El primer día del curso que cumplí diez años, cambió mi vida.
Fue una variación inapreciable para los demás, porque no hice alarde, básicamente por miedo: al ridículo, a que me considerasen loco, a que pretendieran meterme en un circo, como una atracción de ésas que algunas veces acudían a mi ciudad.
Mi padre me había advertido seriamente, ‘Cuidado con las gafas, no te vayan a dar un balonazo y se rompan’. Lo tuve en cuenta y salí al recreo sin anteojos. Acabé de portero de uno de los multitudinarios equipos que durante la media hora de libertad vestida de griterío y carreras desorientadas, jugaban a algo similar al fútbol. La cosa iba tranquila, pues era casi imposible que la pelota llegase a mi portería. Aunque había unos diez delanteros, la defensa tenía los mismos elementos, a veces más.
De pronto, sorpresivamente, un balón disparado desde la distancia esquivó todos los cuerpos que surgían en su trayectoria y se estrelló en mi cara.

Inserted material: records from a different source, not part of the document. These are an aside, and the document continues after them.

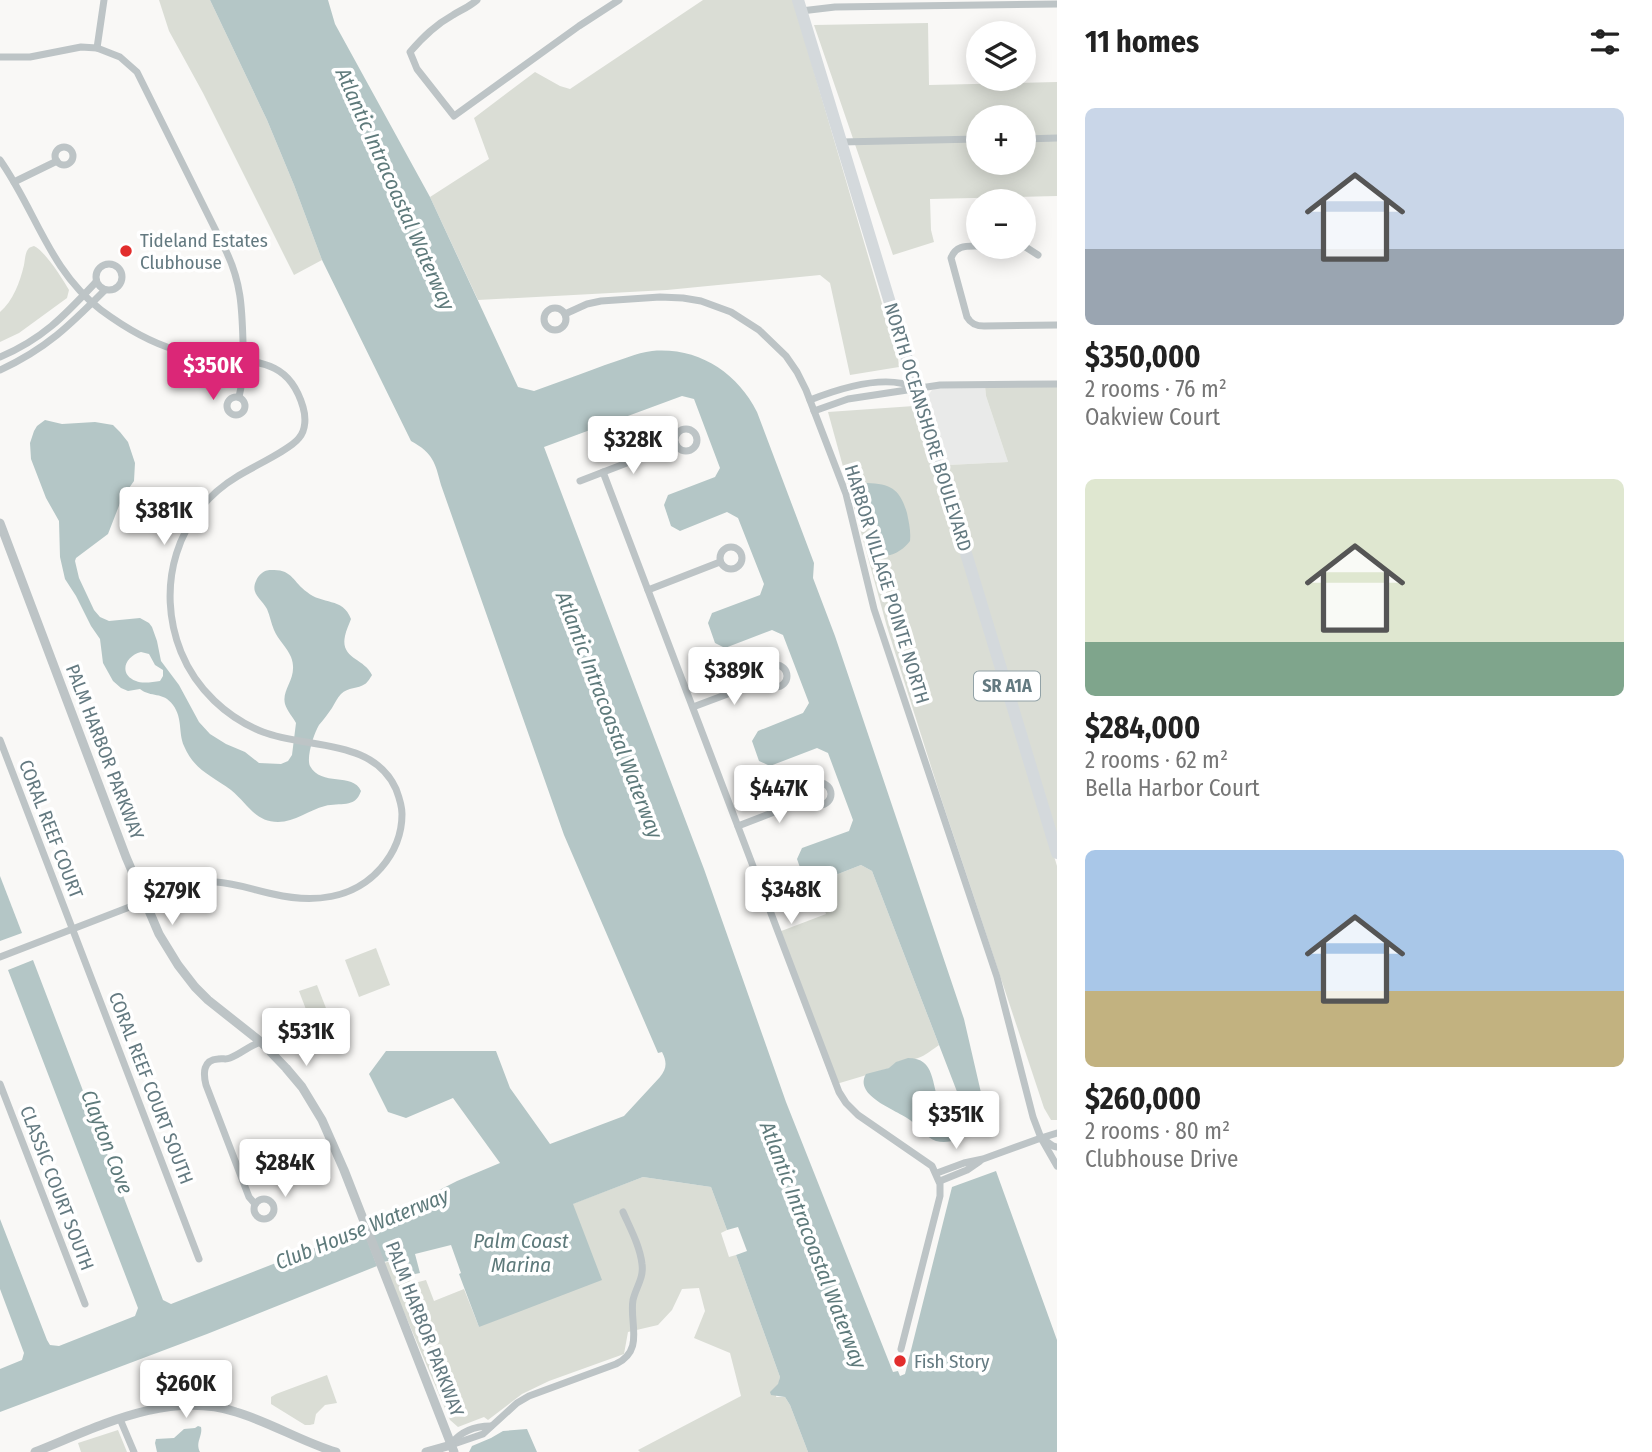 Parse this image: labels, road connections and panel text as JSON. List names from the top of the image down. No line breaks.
{"streets":{"main road":["NORTH OCEANSHORE BOULEVARD","SR A1A"],"street":["HARBOR VILLAGE POINTE NORTH","PALM HARBOR PARKWAY","CORAL REEF COURT","CORAL REEF COURT SOUTH","CLASSIC COURT SOUTH"]},"crossings":[["CORAL REEF COURT","CORAL REEF COURT SOUTH"]],"water":["Atlantic Intracoastal Waterway","Clayton Cove","Club House Waterway","Palm Coast Marina"],"places":["Tideland Estates Clubhouse","Fish Story"],"page":{"heading":"11 homes","map_buttons":["+","−"],"list":[{"name":"$350,000","note":"2 rooms · 76 m² · Oakview Court"},{"name":"$284,000","note":"2 rooms · 62 m² · Bella Harbor Court"},{"name":"$260,000","note":"2 rooms · 80 m² · Clubhouse Drive"}],"price":["$350K","$328K","$381K","$389K","$447K","$348K","$279K","$531K","$351K","$284K","$260K"]}} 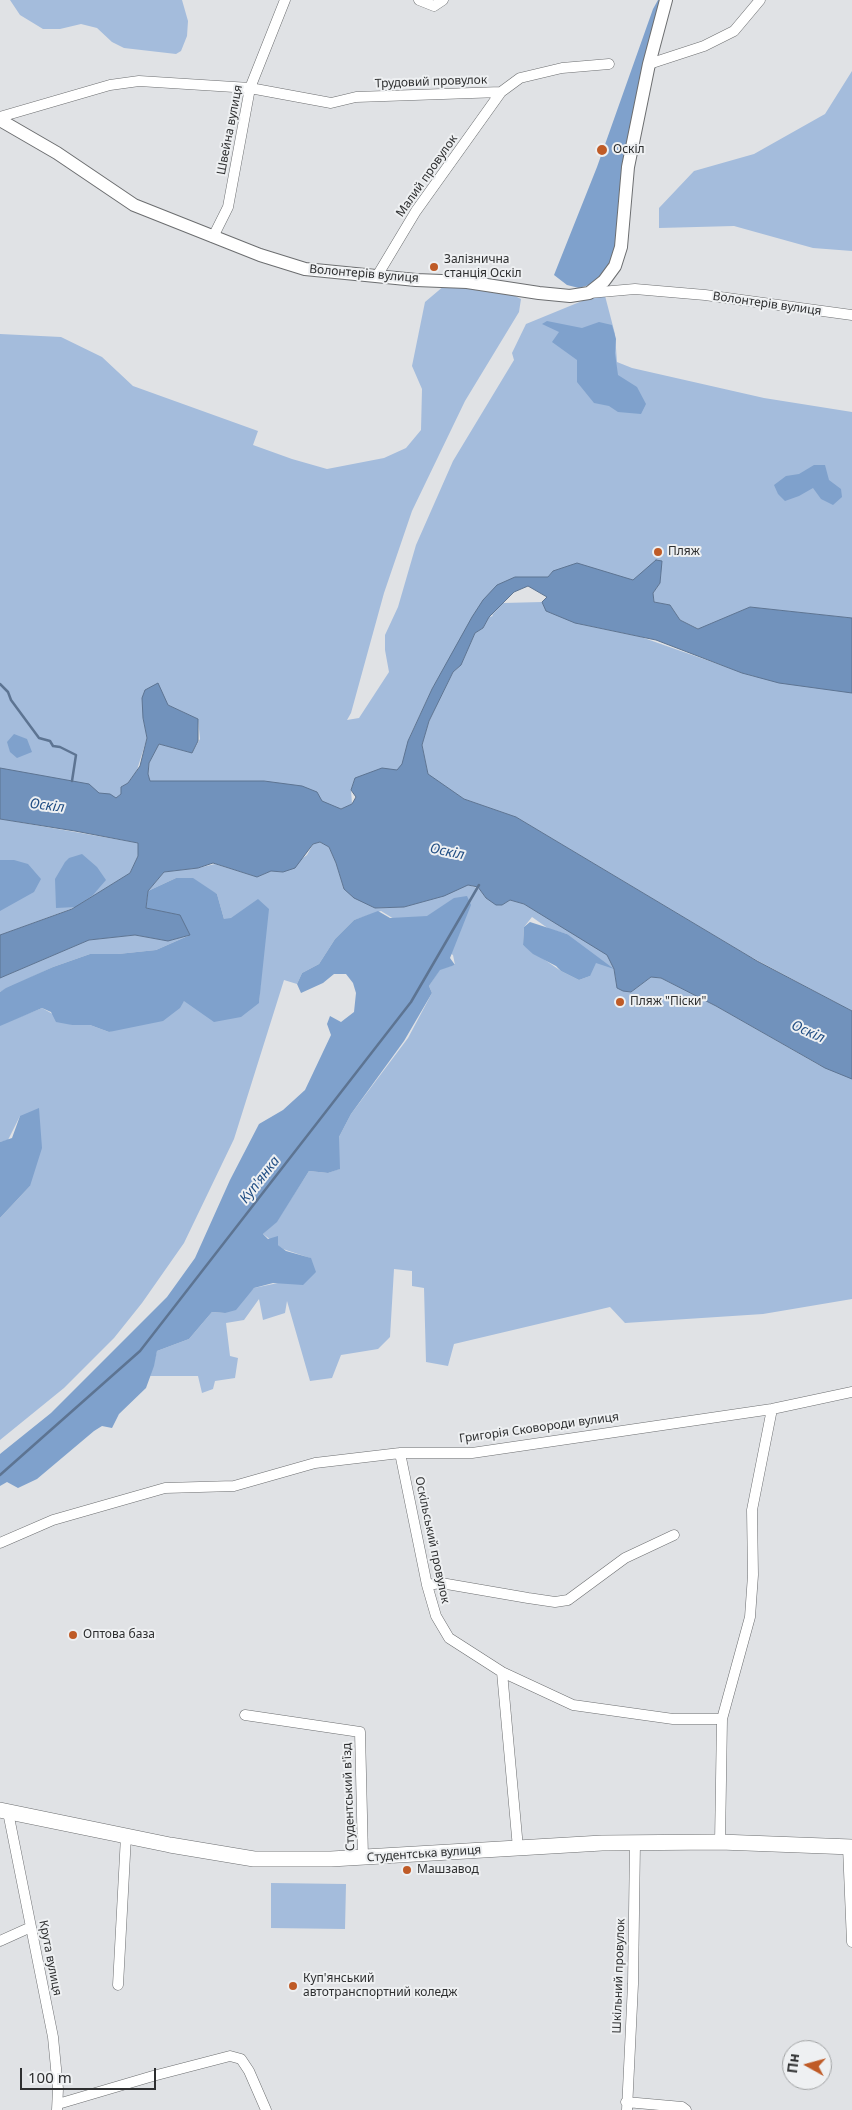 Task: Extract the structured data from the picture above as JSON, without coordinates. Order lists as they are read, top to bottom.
{
  "streets": {
    "main road": ["Студентська вулиця"],
    "street": [
      "Трудовий провулок",
      "Швейна вулиця",
      "Малий провулок",
      "Волонтерів вулиця",
      "Григорія Сковороди вулиця",
      "Оскільський провулок",
      "Студентський в'їзд",
      "Крута вулиця",
      "Шкільний провулок"
    ]
  },
  "crossings": [
    ["Трудовий провулок", "Швейна вулиця"],
    ["Трудовий провулок", "Малий провулок"],
    ["Трудовий провулок", "Волонтерів вулиця"],
    ["Швейна вулиця", "Волонтерів вулиця"],
    ["Малий провулок", "Волонтерів вулиця"],
    ["Григорія Сковороди вулиця", "Оскільський провулок"],
    ["Студентський в'їзд", "Студентська вулиця"],
    ["Студентська вулиця", "Крута вулиця"],
    ["Студентська вулиця", "Шкільний провулок"]
  ],
  "water": ["Оскіл", "Куп'янка"],
  "places": [
    "Оскіл",
    "Залізнична станція Оскіл",
    "Пляж",
    "Пляж \"Піски\"",
    "Оптова база",
    "Машзавод",
    "Куп'янський автотранспортний коледж"
  ],
  "scale_bar": "100 m",
  "north": "left"
} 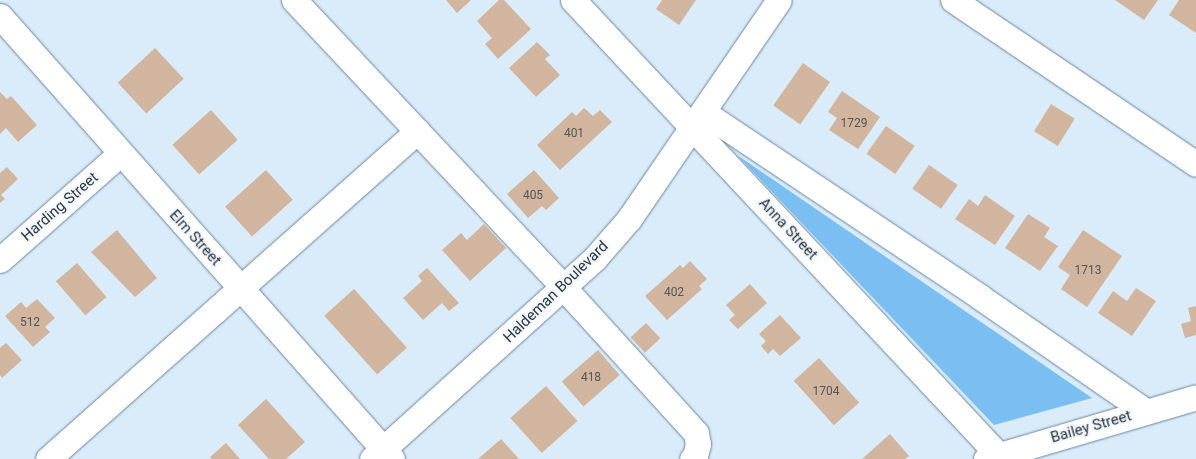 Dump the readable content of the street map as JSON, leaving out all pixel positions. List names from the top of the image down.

El gol no subió al marcador, porque
mis narices (no pequeñas) hicieron de escudo impenetrable. El impacto fue tremendo. Sentí un estallido en el interior que casi me tumba; pero mantuve el tipo. Los compañeros me felicitaron efusivamente, y aguanté el dolor sin derramar ni una lágrima. Pensé, como un relámpago, en papá, y sentí una honda satisfacción: las gafas estaban a salvo.
Pero empecé a notar algo extraño. Todo el aire que llegaba a mi pituitaria se transformaba en colores. No perdí el olfato, simplemente su efecto se duplicaba, era como si oliera y viera por las narices al mismo tiempo. Al entrar en la clase, el olor conocido como ‘a humanidad’, era color cemento. El del membrillo era de sol blando, el de las rosas era de atardeceres en otoño, el de los baños del patio se parecía al óxido de las chapas que había por el suelo, los gorriones olían a verde azúcar. Al principio pensé que sería temporal, pero el paso de los meses intensificó la reacción. Llegó a ser inaguantable ver azules, donde otros olían perfumes, o grises donde había pestilencia, o amarillos al besar a mamá…
Pero el día que me enamoré, y descubrí que la fragancia de la chica que me acarició las narices era color amanecer, supe que, quizá, podría aprovechar aquel balonazo para algo que mereciera la pena.